> **Recorded data**:
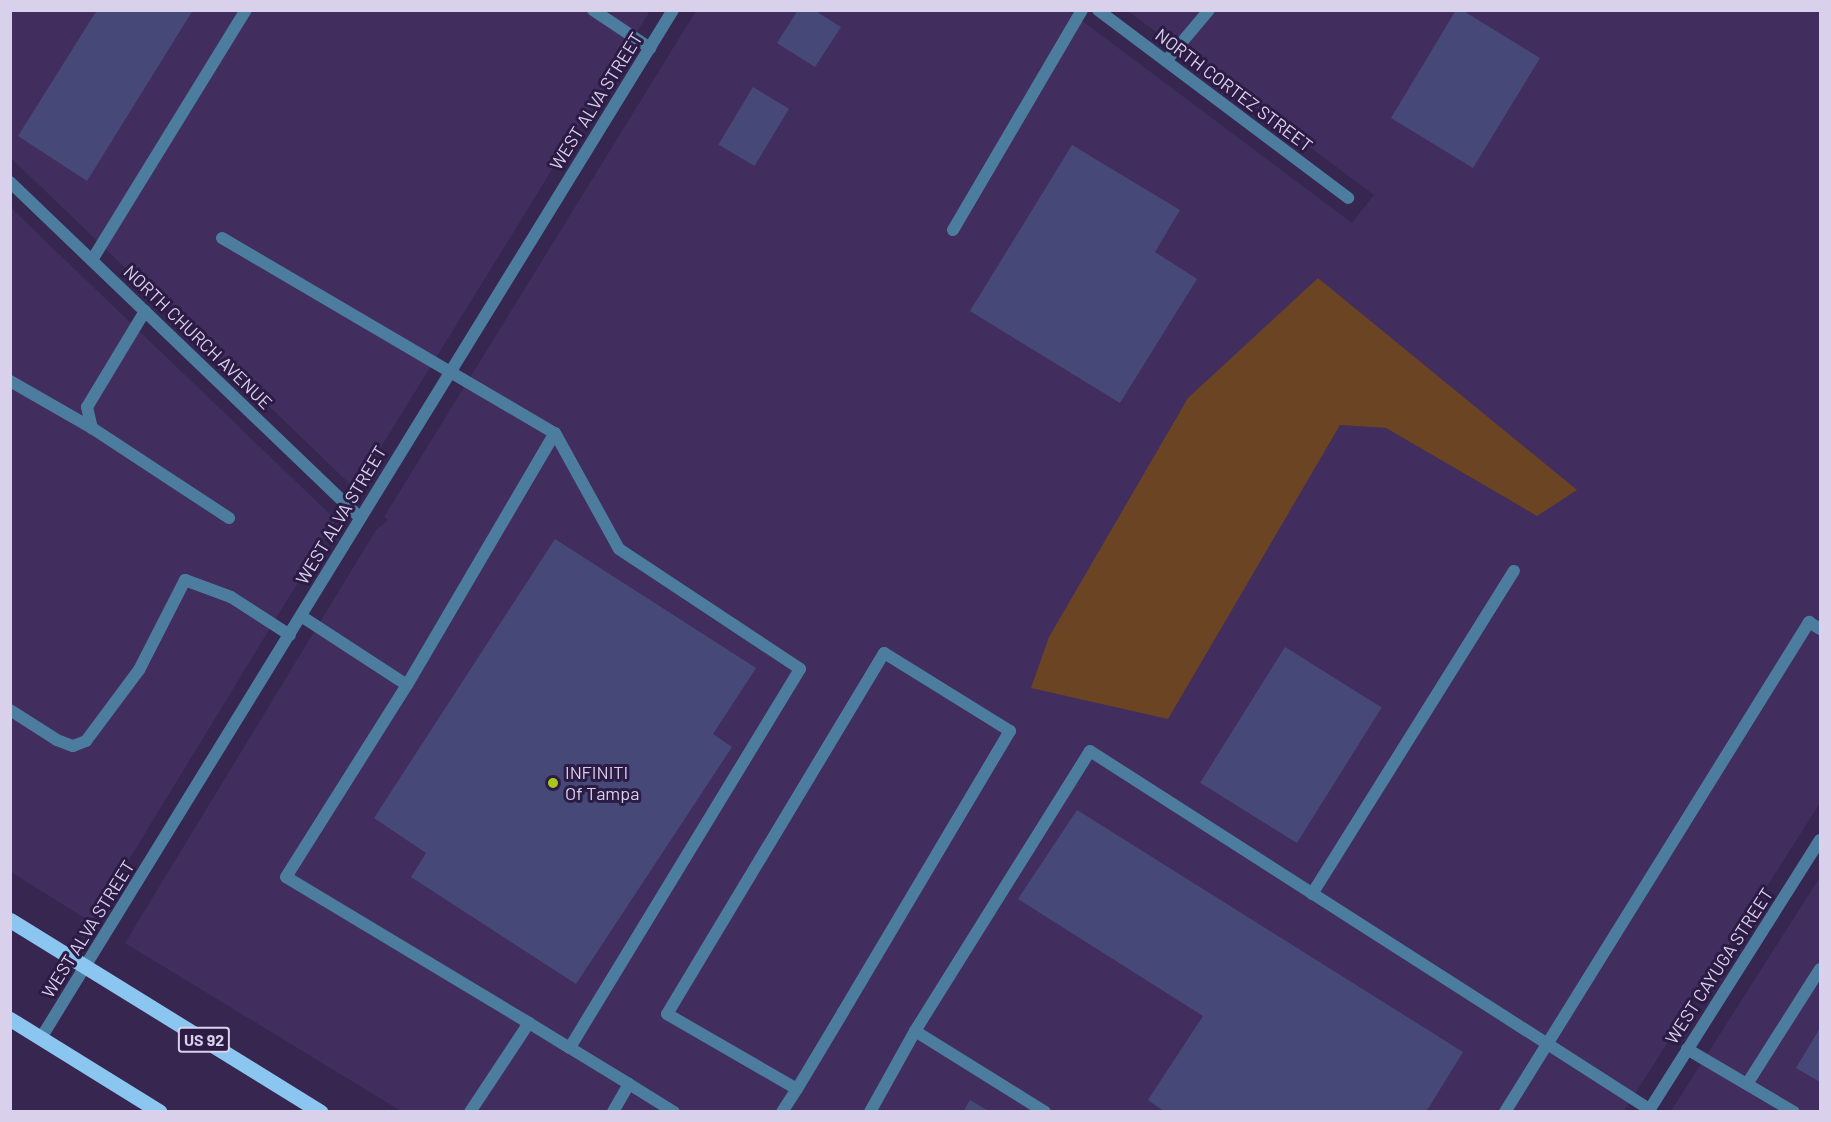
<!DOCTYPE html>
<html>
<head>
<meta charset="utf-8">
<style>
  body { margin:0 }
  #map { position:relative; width:1831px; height:1122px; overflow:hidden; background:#362650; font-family:Barlow,sans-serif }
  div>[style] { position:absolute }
  .built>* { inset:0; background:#412e5f }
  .green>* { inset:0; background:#6b4423 }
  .building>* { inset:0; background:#464977; transform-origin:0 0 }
  .lane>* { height:12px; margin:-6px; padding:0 6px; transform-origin:6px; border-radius:6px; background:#4c7d9f }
  .street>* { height:12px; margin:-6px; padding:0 6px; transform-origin:6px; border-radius:6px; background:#4c7d9f }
  .primary>* { height:15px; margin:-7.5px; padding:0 7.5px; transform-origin:7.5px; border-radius:7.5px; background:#8bc6f0 }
  .dots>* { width:16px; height:16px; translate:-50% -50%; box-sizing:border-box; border:3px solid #2c1c45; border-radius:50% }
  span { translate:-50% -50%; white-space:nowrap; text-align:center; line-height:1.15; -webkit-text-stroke:6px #2c1c45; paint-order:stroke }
  .shield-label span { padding:2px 4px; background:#2c1c45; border:2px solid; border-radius:4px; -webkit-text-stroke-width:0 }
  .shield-label { font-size:16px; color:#d9d1ec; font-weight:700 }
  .street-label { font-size:18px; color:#d9d1ec }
  .poi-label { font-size:18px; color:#d9d1ec }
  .left { translate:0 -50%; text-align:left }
  .frame { position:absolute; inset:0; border:12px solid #d9d1ec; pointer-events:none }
</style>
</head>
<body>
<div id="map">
  <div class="built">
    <div style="clip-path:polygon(10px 11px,650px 11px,355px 489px,11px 158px)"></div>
    <div style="clip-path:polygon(evenodd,696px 11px,1069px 11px,1352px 223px,1374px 195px,1128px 11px,1820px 11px,1820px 803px,1624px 1111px,401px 1111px,125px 943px,376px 530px,388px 520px,384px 517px,696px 11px,1318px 278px,1537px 516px,1386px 428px,1340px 425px,1318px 278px)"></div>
    <div style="clip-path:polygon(10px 207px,336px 520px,91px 922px,11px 872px)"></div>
    <div style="clip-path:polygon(1820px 877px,1820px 1111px,1671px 1111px)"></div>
  </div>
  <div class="green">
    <div style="clip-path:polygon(1318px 278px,1577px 490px,1537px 516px,1386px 428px,1340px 425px,1168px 719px,1031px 688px,1049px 637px,1188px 398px)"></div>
  </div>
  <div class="building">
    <div style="clip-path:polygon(97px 10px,193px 10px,87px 181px,18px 136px)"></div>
    <div style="clip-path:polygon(798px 10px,814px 10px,841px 27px,815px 67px,777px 43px)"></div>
    <div style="clip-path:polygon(1456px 10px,1462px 10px,1540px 58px,1473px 168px,1391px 118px)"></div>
    <div style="left:753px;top:87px;width:42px;height:67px;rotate:31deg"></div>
    <div style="clip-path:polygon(1072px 145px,1180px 210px,1155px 252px,1197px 279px,1120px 403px,970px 311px)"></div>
    <div style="clip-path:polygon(555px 539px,756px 668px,713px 734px,732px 747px,576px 984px,411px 877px,426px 853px,374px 818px)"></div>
    <div style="left:1285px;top:647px;width:114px;height:160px;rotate:32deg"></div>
    <div style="clip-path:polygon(1077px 810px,1463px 1052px,1426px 1112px,1165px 1112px,1148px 1100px,1203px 1016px,1018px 899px)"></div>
    <div style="clip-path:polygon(1820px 1028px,1820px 1082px,1796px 1068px)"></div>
    <div style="clip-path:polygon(970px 1100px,990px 1112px,963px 1112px)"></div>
  </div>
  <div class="lane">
    <div style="left:593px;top:10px;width:69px;rotate:33.7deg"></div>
    <div style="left:1166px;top:61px;width:67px;rotate:-49.9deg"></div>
    <div style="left:953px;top:230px;width:255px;rotate:-59.6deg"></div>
    <div style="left:222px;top:238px;width:386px;rotate:30.4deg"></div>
    <div style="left:92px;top:260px;width:294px;rotate:-58.4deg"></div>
    <div style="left:145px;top:311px;width:112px;rotate:121.1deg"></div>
    <div style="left:87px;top:407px;width:22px;rotate:77deg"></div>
    <div style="left:92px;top:428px;width:164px;rotate:33.3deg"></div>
    <div style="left:10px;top:381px;width:95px;rotate:29.8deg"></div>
    <div style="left:301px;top:616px;width:126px;rotate:33.1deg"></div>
    <div style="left:10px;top:710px;width:56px;rotate:32.6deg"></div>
    <div style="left:57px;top:740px;width:17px;rotate:21deg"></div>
    <div style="left:73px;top:746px;width:14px;rotate:-21deg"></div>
    <div style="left:86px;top:741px;width:89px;rotate:-53.3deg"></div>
    <div style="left:139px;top:670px;width:101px;rotate:-62.9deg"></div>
    <div style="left:185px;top:580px;width:49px;rotate:20.3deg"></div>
    <div style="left:231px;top:597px;width:70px;rotate:32.8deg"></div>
    <div style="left:1312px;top:894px;width:381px;rotate:-58deg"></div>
    <div style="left:529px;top:1023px;width:48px;rotate:31.4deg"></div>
    <div style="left:915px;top:1031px;width:153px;rotate:31.9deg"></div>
    <div style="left:1687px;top:1049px;width:124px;rotate:30.5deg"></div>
    <div style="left:629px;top:1084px;width:53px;rotate:31.9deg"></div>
    <div style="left:1747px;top:1084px;width:136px;rotate:-57.6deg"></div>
    <div style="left:470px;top:1112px;width:107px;rotate:-56.5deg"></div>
    <div style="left:529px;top:1023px;width:283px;rotate:-149deg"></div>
    <div style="left:286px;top:877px;width:227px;rotate:-57.8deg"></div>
    <div style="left:407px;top:685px;width:292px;rotate:-59.6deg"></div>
    <div style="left:555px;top:433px;width:132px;rotate:61.1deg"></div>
    <div style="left:619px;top:549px;width:217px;rotate:33.5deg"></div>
    <div style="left:800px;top:669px;width:443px;rotate:121.3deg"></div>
    <div style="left:570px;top:1048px;width:69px;rotate:31.4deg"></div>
    <div style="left:629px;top:1084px;width:32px;rotate:120deg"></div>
    <div style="left:782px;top:1112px;width:27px;rotate:-57deg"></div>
    <div style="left:797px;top:1089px;width:90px;rotate:-59.1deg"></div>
    <div style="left:843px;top:1012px;width:327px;rotate:-59.3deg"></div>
    <div style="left:1010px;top:731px;width:148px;rotate:-148.2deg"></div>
    <div style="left:884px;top:653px;width:421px;rotate:121deg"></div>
    <div style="left:667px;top:1014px;width:150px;rotate:30deg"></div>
    <div style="left:870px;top:1112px;width:93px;rotate:-60.9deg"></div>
    <div style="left:915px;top:1031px;width:330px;rotate:-58deg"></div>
    <div style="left:1090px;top:751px;width:664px;rotate:32.64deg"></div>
    <div style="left:1505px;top:1112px;width:577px;rotate:-58.18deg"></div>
    <div style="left:1809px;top:622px;width:13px;rotate:32deg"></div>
  </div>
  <div class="street">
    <div style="left:1098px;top:10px;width:313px;rotate:36.9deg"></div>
    <div style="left:10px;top:182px;width:485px;rotate:43.8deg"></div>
    <div style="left:41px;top:1038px;width:1207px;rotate:-58.42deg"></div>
    <div style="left:1648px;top:1112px;width:322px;rotate:-57.7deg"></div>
  </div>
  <div class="primary">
    <div style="left:10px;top:920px;width:365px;rotate:31.7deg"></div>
    <div style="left:10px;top:1019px;width:176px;rotate:31.8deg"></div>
  </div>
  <div class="dots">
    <div style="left:553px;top:783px;background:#a9c719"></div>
  </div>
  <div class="shield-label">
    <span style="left:204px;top:1040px">US 92</span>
  </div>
  <div class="street-label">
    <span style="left:1234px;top:90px;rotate:37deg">NORTH CORTEZ STREET</span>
    <span style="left:596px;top:101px;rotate:-58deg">WEST ALVA STREET</span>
    <span style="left:198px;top:337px;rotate:44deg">NORTH CHURCH AVENUE</span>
    <span style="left:341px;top:515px;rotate:-59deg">WEST ALVA STREET</span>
    <span style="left:88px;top:929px;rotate:-58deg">WEST ALVA STREET</span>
    <span style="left:1719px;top:966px;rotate:-57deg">WEST CAYUGA STREET</span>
  </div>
  <div class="poi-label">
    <span class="left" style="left:565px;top:783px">INFINITI<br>Of Tampa</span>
  </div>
  <div class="frame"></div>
</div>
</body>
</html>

> **TASK DETAILS**: From the first line of the records through the line containing "width:16px; height:16px; translate:-50%", please output exactly those lines and nothing more, leaving out the pictures.

> **ANSWER FOR THIS EXERCISE**:
<!DOCTYPE html>
<html>
<head>
<meta charset="utf-8">
<style>
  body { margin:0 }
  #map { position:relative; width:1831px; height:1122px; overflow:hidden; background:#362650; font-family:Barlow,sans-serif }
  div>[style] { position:absolute }
  .built>* { inset:0; background:#412e5f }
  .green>* { inset:0; background:#6b4423 }
  .building>* { inset:0; background:#464977; transform-origin:0 0 }
  .lane>* { height:12px; margin:-6px; padding:0 6px; transform-origin:6px; border-radius:6px; background:#4c7d9f }
  .street>* { height:12px; margin:-6px; padding:0 6px; transform-origin:6px; border-radius:6px; background:#4c7d9f }
  .primary>* { height:15px; margin:-7.5px; padding:0 7.5px; transform-origin:7.5px; border-radius:7.5px; background:#8bc6f0 }
  .dots>* { width:16px; height:16px; translate:-50% -50%; box-sizing:border-box; border:3px solid #2c1c45; border-radius:50% }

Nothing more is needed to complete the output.